• **Task prompt**: The printed result should hold only the lines from the opening of the data through the line bearing "function label(font, color, halo, rows, align", exactly as given and without pictures.

• **Input data**:
..........
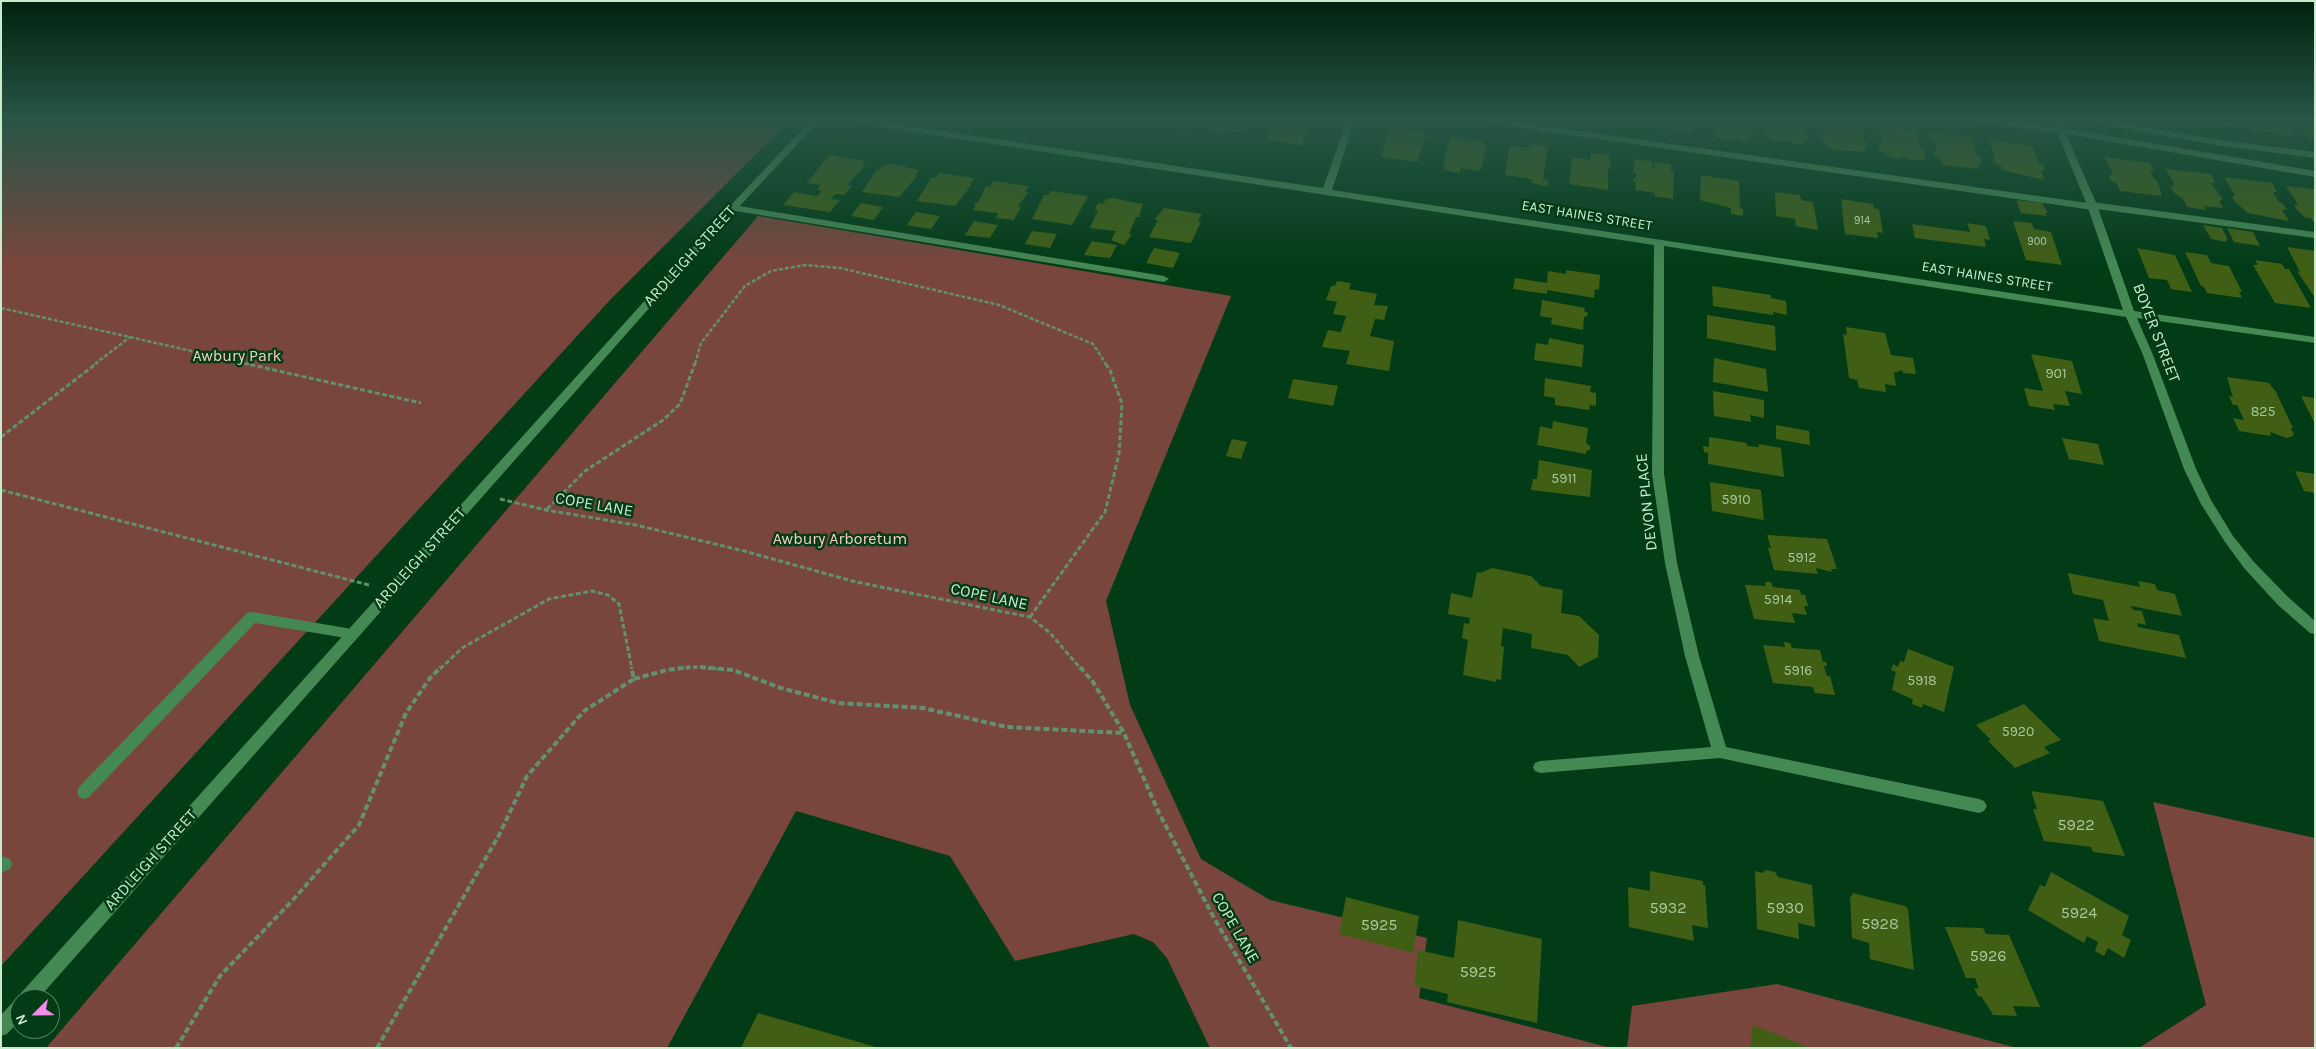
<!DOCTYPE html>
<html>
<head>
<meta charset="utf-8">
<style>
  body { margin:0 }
  #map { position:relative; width:2316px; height:1049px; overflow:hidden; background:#023c17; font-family:Karla,sans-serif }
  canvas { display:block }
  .frame { position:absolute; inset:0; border:2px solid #c8eacd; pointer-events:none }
  .north { position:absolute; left:10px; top:989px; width:50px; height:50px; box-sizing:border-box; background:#023c17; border:1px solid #518260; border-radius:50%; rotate:247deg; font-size:14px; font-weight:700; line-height:20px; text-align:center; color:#c8eacd }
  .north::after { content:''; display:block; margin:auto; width:18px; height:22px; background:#f589ee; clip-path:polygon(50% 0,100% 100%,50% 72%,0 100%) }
</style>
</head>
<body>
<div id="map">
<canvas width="2316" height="1049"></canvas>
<div class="frame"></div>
<div class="north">N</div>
</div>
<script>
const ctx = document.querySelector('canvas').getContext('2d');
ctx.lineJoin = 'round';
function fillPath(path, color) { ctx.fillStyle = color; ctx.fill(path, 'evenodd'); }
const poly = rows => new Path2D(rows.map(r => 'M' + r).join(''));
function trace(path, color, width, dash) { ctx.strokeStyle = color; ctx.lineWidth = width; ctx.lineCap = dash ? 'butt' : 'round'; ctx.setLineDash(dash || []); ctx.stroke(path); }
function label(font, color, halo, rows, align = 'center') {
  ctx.font = font + ' Karla,sans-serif'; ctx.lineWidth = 5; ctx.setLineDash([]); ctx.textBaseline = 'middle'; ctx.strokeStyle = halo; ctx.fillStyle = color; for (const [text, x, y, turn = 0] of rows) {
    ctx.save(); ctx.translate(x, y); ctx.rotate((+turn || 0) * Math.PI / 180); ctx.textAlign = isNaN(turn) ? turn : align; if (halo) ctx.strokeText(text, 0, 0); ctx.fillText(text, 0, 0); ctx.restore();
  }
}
const green = poly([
  [1,120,769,120,788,122,610,300,1,966],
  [758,216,1231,296,1106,601,1130,705,1201,859,1270,900,1427,938,1419,998,1611,1048,1210,1048,1167,958,1153,942,1134,934,1015,961,950,856,796,811,667,1048,46,1048],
  [2153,802,2315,838,2315,1048,2139,1048,2206,1005],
  [1777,984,2017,1048,1627,1048,1632,1006]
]);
const building = poly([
  [1113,120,1129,120,1126,125,1111,123],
  [1154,120,1190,120,1185,129,1152,123],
  [1214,120,1250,120,1244,133,1226,130,1224,134,1208,131],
  [1274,120,1311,120,1302,145,1267,140],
  [1617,120,1640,120,1639,124],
  [1659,120,1699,120,1699,124,1695,125,1692,132,1660,128],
  [1713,120,1750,120,1753,131,1751,132,1751,136,1748,136,1748,142,1714,137,1713,127,1710,126,1710,121],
  [1767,120,1804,120,1803,132,1808,133,1808,138,1805,139,1805,143,1800,145,1789,141,1774,141,1768,138,1768,134,1764,132,1764,128,1767,127],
  [1819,120,1861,123,1864,140,1867,142,1868,147,1864,147,1866,152,1833,150,1827,147,1826,142,1822,140,1821,136,1824,135],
  [2192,120,2229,120,2234,121,2239,128,2194,123],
  [2246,120,2282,120,2286,128,2291,128,2295,136,2251,130],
  [2293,120,2315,120,2315,138,2306,137,2297,121],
  [1391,123,1409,126,1408,130,1424,132,1423,136,1426,136,1417,162,1381,157],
  [1875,125,1917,131,1920,148,1926,150,1924,160,1910,160,1903,156,1901,159,1892,158,1879,150,1879,143,1882,143,1881,133,1877,132],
  [1929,132,1972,137,1976,155,1980,156,1982,162,1979,163,1980,167,1977,167,1977,169,1961,167,1958,164,1959,167,1942,165,1940,158,1935,156,1934,151,1937,149,1935,140,1931,139],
  [1451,137,1467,139,1468,143,1469,139,1484,142,1483,145,1487,145,1480,171,1461,168,1460,173,1444,170,1446,166,1443,166,1447,147],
  [1990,140,2033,146,2039,164,2043,165,2045,170,2041,171,2044,180,2002,170,2001,166,1995,163,1993,158,1995,158],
  [1530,144,1548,146,1543,179,1548,180,1547,186,1531,183,1532,179,1505,175,1509,148,1512,146,1529,148],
  [1591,153,1609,155,1609,162,1611,163,1610,169,1608,169,1608,190,1569,184,1572,157,1590,160],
  [829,155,866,161,862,166,864,167,847,185,852,186,844,195,835,194,831,199,840,200,830,212,783,205,794,192,817,196,822,191,817,190,820,185,807,183],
  [2105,157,2150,163,2154,171,2150,171,2154,179,2158,182,2162,196,2120,191,2117,183,2111,181,2109,176,2113,174],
  [1635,159,1653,162,1652,169,1655,169,1655,162,1671,164,1671,171,1674,171,1673,199,1654,196,1655,193,1635,190,1636,182,1633,182,1633,178,1636,179,1636,173,1633,173],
  [892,164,919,170,915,175,917,176,899,197,862,192,877,169,880,170,884,165],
  [2165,169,2211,174,2216,183,2211,183,2223,199,2219,201,2223,208,2204,206,2206,210,2187,207,2183,199,2173,192,2171,187,2175,185],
  [939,173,974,178,967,191,955,206,917,201,931,178,935,178],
  [1701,175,1739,181,1740,208,1743,209,1743,216,1731,214,1731,208,1700,200],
  [2224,177,2272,183,2277,192,2273,192,2278,201,2283,204,2287,209,2282,210,2289,221,2248,213,2235,202,2232,197,2235,195],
  [993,181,1029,186,1025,192,1028,193,1018,206,1021,207,1014,220,996,218,998,213,973,210,976,205,974,205,975,203,978,203,986,186,990,187],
  [2286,186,2315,189,2315,224,2311,218,2306,218,2297,210,2294,205,2298,204],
  [1051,191,1088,196,1072,225,1032,219,1044,195,1048,195],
  [1775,192,1800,195,1801,200,1813,202,1818,230,1796,226,1795,219,1776,216],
  [1112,198,1143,204,1139,217,1136,217,1129,234,1132,234,1124,245,1111,240,1116,231,1090,228,1098,210,1095,210,1098,203,1103,204,1106,199],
  [1841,199,1873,204,1874,208,1879,209,1883,233,1877,232,1878,238,1845,234],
  [2016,200,2042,203,2048,213,2045,213,2047,216,2021,213],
  [861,203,883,207,874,220,851,216],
  [1164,208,1202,214,1198,221,1201,222,1191,243,1149,237,1158,220,1154,220],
  [916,212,940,216,931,229,907,225],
  [974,221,998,225,990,238,965,235],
  [2013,221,2032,223,2034,229,2051,232,2062,265,2026,260],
  [1967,223,1986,226,1990,240,1984,239,1986,247,1915,238,1912,224,1970,232],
  [2203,225,2222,228,2228,240,2226,239,2227,242,2211,239],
  [2227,228,2253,232,2260,246,2234,242],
  [1032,231,1057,234,1050,248,1025,244],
  [1092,241,1117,245,1110,258,1084,255],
  [2287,247,2315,251,2315,298,2297,271,2300,272],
  [1154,248,1180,253,1173,268,1146,263],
  [2137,248,2175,255,2192,292,2171,289,2167,280,2149,278],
  [2185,252,2207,255,2211,263,2229,266,2242,292,2239,292,2242,298,2207,293,2204,287,2201,286],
  [2255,260,2282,264,2285,269,2289,269,2311,308,2275,303,2253,265,2258,265],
  [1566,270,1600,275,1599,290,1595,289,1594,298,1547,290,1547,294,1513,289,1515,278,1547,283,1548,271,1566,274],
  [1337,281,1351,283,1349,289,1377,294,1374,305,1388,306,1384,320,1375,319,1370,336,1394,341,1389,371,1346,364,1350,351,1322,347,1328,330,1341,332,1346,316,1333,314,1337,302,1326,300,1331,286,1335,286],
  [1712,286,1771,295,1771,298,1786,301,1787,315,1773,312,1773,315,1713,306],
  [1542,300,1585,308,1584,311,1588,313,1587,316,1584,317,1583,330,1551,324,1552,318,1540,316],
  [1707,315,1775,326,1776,351,1707,338],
  [1846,327,1885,333,1891,355,1913,358,1916,374,1903,373,1902,370,1894,373,1896,386,1885,384,1886,392,1859,388,1857,380,1849,378,1843,334,1847,335],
  [1549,338,1584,345,1582,367,1534,360,1536,343,1548,345],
  [2031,354,2072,361,2082,394,2065,391,2070,406,2053,404,2055,410,2029,406,2024,388,2043,391],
  [1714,358,1766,369,1768,392,1713,382],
  [2227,377,2269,383,2276,392,2293,428,2290,428,2294,433,2293,436,2287,438,2270,432,2271,436,2239,431,2233,418,2244,420,2237,405,2233,405,2229,396,2233,397],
  [1545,378,1591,386,1590,392,1596,393,1596,406,1590,405,1589,410,1555,405,1555,398,1544,396],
  [1293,379,1338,386,1333,406,1288,398],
  [1713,391,1764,400,1764,418,1750,415,1751,422,1714,416],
  [2301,396,2315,398,2315,424],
  [1553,421,1588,428,1586,443,1590,446,1590,450,1586,451,1586,454,1537,445,1540,426,1552,429],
  [1776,425,1809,431,1810,445,1776,439],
  [1709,437,1747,443,1747,446,1759,447,1759,444,1781,448,1784,477,1708,464,1708,453,1704,452,1703,446,1709,447],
  [2062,438,2098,444,2104,465,2069,459],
  [1232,439,1247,442,1241,459,1226,456],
  [1539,460,1592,470,1590,497,1531,490,1533,479,1537,479],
  [2295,471,2315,474,2315,493,2304,491],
  [1710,482,1761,490,1764,520,1712,511],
  [1767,535,1827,539,1837,569,1831,569,1832,572,1816,568,1818,574,1774,570,1768,548,1771,548],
  [1492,568,1531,576,1541,586,1563,590,1561,613,1579,616,1599,635,1598,657,1579,667,1568,655,1531,648,1532,634,1503,628,1501,646,1504,647,1501,680,1496,679,1496,682,1463,675,1468,640,1462,638,1464,623,1469,624,1470,618,1448,614,1451,593,1472,598,1477,572,1480,573],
  [2068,573,2140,587,2138,581,2155,584,2157,590,2175,594,2182,616,2131,606,2133,610,2142,611,2146,625,2137,623,2138,627,2179,635,2186,658,2099,641,2093,618,2109,621,2103,600,2073,594],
  [1765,582,1771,582,1773,587,1800,590,1801,595,1805,595,1808,606,1804,606,1807,615,1792,613,1795,623,1754,619,1745,585,1766,586],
  [1784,642,1790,643,1792,648,1820,650,1823,662,1826,662,1827,666,1824,666,1827,676,1830,676,1835,695,1815,693,1813,687,1773,683,1763,645,1785,647],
  [1908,649,1954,667,1944,712,1923,704,1922,708,1912,704,1913,700,1910,698,1892,690,1896,672,1891,670,1893,664,1898,667,1900,661,1904,662],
  [2024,704,2061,740,2044,747,2050,753,2015,768,1988,741,1991,740,1976,725],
  [2031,791,2103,801,2125,856,2093,852,2091,847,2044,841,2033,809,2037,809],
  [1766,870,1775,872,1778,877,1812,885,1815,927,1798,923,1799,939,1757,929,1755,871,1762,873],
  [1650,871,1703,881,1703,885,1705,885,1708,928,1692,925,1694,941,1629,927,1628,887,1650,891],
  [2051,872,2129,916,2122,935,2131,940,2124,958,2108,948,2104,956,2095,951,2098,942,2087,936,2084,943,2028,910,2040,885,2045,887],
  [1852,893,1905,906,1908,909,1914,970,1870,959,1869,943,1852,938,1850,896,1852,897],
  [1346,897,1419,916,1413,953,1339,934],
  [1458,920,1542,939,1537,1023,1447,1002,1448,994,1414,986,1418,950,1454,958],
  [1945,927,1983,928,1986,934,2009,935,2040,1007,2013,1006,2017,1016,1993,1015,1982,997,1978,996,1974,988,1979,989,1975,978,1966,978],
  [758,1013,876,1047,876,1048,741,1048],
  [1753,1025,1811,1048,1750,1048]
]);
const pathFar2 = poly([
  [1,308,249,364],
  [95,364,130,337],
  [695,364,701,343,745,286,771,271,805,265,840,268,999,305,1093,344,1106,364]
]);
const pathFar1 = poly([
  [243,363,421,403],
  [1,437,97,363],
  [1,490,369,585],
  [500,499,546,510,636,525,744,551,856,582,1030,617,1050,633,1081,669],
  [547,509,585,471,663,420,680,404,695,363],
  [1030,617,1105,512,1119,454,1122,404,1110,370,1105,363],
  [440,669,462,648,549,599,592,591,608,595,619,604,632,669],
  [678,669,694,667,717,669]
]);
const path = poly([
  [700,667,733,670,781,688,838,703,923,708,1007,727,1124,733],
  [1080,667,1093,682,1124,733,1158,811,1214,918,1291,1048],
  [634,679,667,670,690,667],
  [176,1048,220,976,292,901,359,825,406,713,430,678,441,667],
  [377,1048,499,835,527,776,584,711,634,679,631,667]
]);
const service = poly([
  [1482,120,1502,120,2088,203,2092,202,2315,232,2315,238,2097,209,2093,210,1486,123,1482,120],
  [733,205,1164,276,1169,279,1164,282,730,210,728,208,733,205],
  [252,612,352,629,357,630,359,634,357,638,352,639,255,623,89,797,84,799,79,797,77,792,79,787,247,613,252,612],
  [4,857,10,859,12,864,10,869,1,873,1,858,4,857]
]);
const minor = poly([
  [811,120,820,120,736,210,38,999,20,999,20,1020,7,1034,1,1036,1,1015,14,1001,19,999,21,993,730,206,811,120],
  [850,120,869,120,1323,188,1347,120,1355,120,1332,190,2123,310,2087,205,2057,132,1976,123,1972,120,1995,120,2054,127,2052,120,2060,120,2064,128,2315,171,2315,177,2066,134,2097,205,2134,311,2315,337,2315,343,2137,318,2153,355,2196,469,2211,500,2233,536,2254,562,2288,597,2315,621,2315,634,2310,633,2278,605,2244,568,2225,542,2201,504,2184,469,2143,355,2126,317,1664,246,1664,474,1677,563,1699,656,1726,747,1979,799,1984,801,1987,806,1984,811,1979,813,1720,758,1540,773,1535,771,1533,767,1535,763,1540,761,1711,747,1685,656,1665,563,1652,474,1654,245,854,123,850,120],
  [2089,120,2105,120,2215,139,2315,152,2315,158,2215,145,2093,123,2089,120]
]);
const farNumbernames = [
  ["914",1862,221],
  ["900",2037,242]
];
const farStreetnames = [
  ["EAST HAINES STREET",1587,216,9],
  ["EAST HAINES STREET",1987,277,9]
];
const numberNames = [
  ["901",2056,374],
  ["825",2263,412],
  ["5911",1564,479],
  ["5910",1736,500],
  ["5912",1802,558],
  ["5914",1778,600],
  ["5916",1798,671],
  ["5918",1922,681],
  ["5920",2018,732]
];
const streetNames = [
  ["ARDLEIGH STREET",690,256,-48],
  ["BOYER STREET",2156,333,69],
  ["DEVON PLACE",1647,502,-96],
  ["COPE LANE",594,505,10],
  ["ARDLEIGH STREET",420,558,-48],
  ["COPE LANE",989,597,12],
  ["ARDLEIGH STREET",151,860,-48],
  ["COPE LANE",1235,928,60]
];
const parkNames = [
  ["Awbury Park",237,356],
  ["Awbury Arboretum",840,539]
];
const nearNumbernames = [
  ["5922",2076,825],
  ["5932",1668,908],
  ["5930",1785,908],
  ["5924",2079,913],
  ["5928",1880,924],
  ["5925",1379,925],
  ["5926",1988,956],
  ["5925",1478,972]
];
fillPath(green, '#79463e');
fillPath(building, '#405f14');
trace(pathFar2, '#62916f', 2.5, [4, 2]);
trace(pathFar1, '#62916f', 3, [5, 2.5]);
trace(path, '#62916f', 4, [6, 3]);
fillPath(service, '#448854');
fillPath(minor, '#448854');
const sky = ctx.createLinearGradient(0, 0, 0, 266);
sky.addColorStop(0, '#01210d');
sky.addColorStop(0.45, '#285647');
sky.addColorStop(1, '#28564700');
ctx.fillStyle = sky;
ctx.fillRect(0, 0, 2316, 266);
label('11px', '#a6c79f', null, farNumbernames);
label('14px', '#c8eacd', '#023c17', farStreetnames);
label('14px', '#a6c79f', null, numberNames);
label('16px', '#c8eacd', '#023c17', streetNames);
label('16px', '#f4cdc6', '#023c17', parkNames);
label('16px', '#a6c79f', null, nearNumbernames);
</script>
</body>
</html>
..........
• **Finished task**:
<!DOCTYPE html>
<html>
<head>
<meta charset="utf-8">
<style>
  body { margin:0 }
  #map { position:relative; width:2316px; height:1049px; overflow:hidden; background:#023c17; font-family:Karla,sans-serif }
  canvas { display:block }
  .frame { position:absolute; inset:0; border:2px solid #c8eacd; pointer-events:none }
  .north { position:absolute; left:10px; top:989px; width:50px; height:50px; box-sizing:border-box; background:#023c17; border:1px solid #518260; border-radius:50%; rotate:247deg; font-size:14px; font-weight:700; line-height:20px; text-align:center; color:#c8eacd }
  .north::after { content:''; display:block; margin:auto; width:18px; height:22px; background:#f589ee; clip-path:polygon(50% 0,100% 100%,50% 72%,0 100%) }
</style>
</head>
<body>
<div id="map">
<canvas width="2316" height="1049"></canvas>
<div class="frame"></div>
<div class="north">N</div>
</div>
<script>
const ctx = document.querySelector('canvas').getContext('2d');
ctx.lineJoin = 'round';
function fillPath(path, color) { ctx.fillStyle = color; ctx.fill(path, 'evenodd'); }
const poly = rows => new Path2D(rows.map(r => 'M' + r).join(''));
function trace(path, color, width, dash) { ctx.strokeStyle = color; ctx.lineWidth = width; ctx.lineCap = dash ? 'butt' : 'round'; ctx.setLineDash(dash || []); ctx.stroke(path); }
function label(font, color, halo, rows, align = 'center') {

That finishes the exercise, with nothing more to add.